• _Problem to work on_
Copy the line with "I am building" and all lines following it through the last line of the entries, exactly as written.

• _Available records_
##############################
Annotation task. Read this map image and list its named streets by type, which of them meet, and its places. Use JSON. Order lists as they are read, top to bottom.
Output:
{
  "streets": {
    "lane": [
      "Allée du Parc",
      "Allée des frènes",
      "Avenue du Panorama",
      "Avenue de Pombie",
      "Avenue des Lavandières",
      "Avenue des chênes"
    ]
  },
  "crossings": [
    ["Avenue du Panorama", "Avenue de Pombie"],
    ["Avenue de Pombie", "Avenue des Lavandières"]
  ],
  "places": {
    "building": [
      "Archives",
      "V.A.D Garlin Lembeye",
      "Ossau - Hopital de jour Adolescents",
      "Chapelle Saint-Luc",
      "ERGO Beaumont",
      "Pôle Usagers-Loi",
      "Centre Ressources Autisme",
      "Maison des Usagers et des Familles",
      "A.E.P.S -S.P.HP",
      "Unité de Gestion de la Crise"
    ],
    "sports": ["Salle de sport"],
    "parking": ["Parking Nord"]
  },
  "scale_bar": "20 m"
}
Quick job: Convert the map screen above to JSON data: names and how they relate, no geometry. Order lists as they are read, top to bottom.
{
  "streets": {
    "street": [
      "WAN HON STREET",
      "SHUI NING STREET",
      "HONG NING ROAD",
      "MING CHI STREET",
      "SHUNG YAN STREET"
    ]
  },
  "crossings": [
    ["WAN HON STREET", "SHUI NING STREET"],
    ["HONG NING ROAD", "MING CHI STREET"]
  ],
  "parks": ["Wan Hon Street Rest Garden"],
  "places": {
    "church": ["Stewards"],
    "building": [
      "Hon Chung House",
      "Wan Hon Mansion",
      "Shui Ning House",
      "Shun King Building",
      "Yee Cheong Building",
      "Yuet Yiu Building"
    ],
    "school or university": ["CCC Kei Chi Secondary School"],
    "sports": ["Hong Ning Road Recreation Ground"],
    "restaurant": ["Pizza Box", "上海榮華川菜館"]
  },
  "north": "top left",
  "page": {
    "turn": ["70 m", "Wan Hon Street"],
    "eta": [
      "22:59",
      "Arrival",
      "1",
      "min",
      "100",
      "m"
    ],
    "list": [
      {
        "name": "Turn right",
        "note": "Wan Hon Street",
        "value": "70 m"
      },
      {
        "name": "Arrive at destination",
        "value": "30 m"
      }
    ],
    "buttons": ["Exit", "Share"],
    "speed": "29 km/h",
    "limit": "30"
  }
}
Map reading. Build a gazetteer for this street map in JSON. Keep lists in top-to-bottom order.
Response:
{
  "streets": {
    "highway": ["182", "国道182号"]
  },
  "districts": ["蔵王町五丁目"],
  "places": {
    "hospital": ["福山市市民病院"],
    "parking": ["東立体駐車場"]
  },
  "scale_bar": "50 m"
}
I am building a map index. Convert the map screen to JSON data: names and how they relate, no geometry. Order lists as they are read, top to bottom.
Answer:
##############################
• _Result for this exercise_
I am building a map index. Convert the map screen to JSON data: names and how they relate, no geometry. Order lists as they are read, top to bottom.
Answer:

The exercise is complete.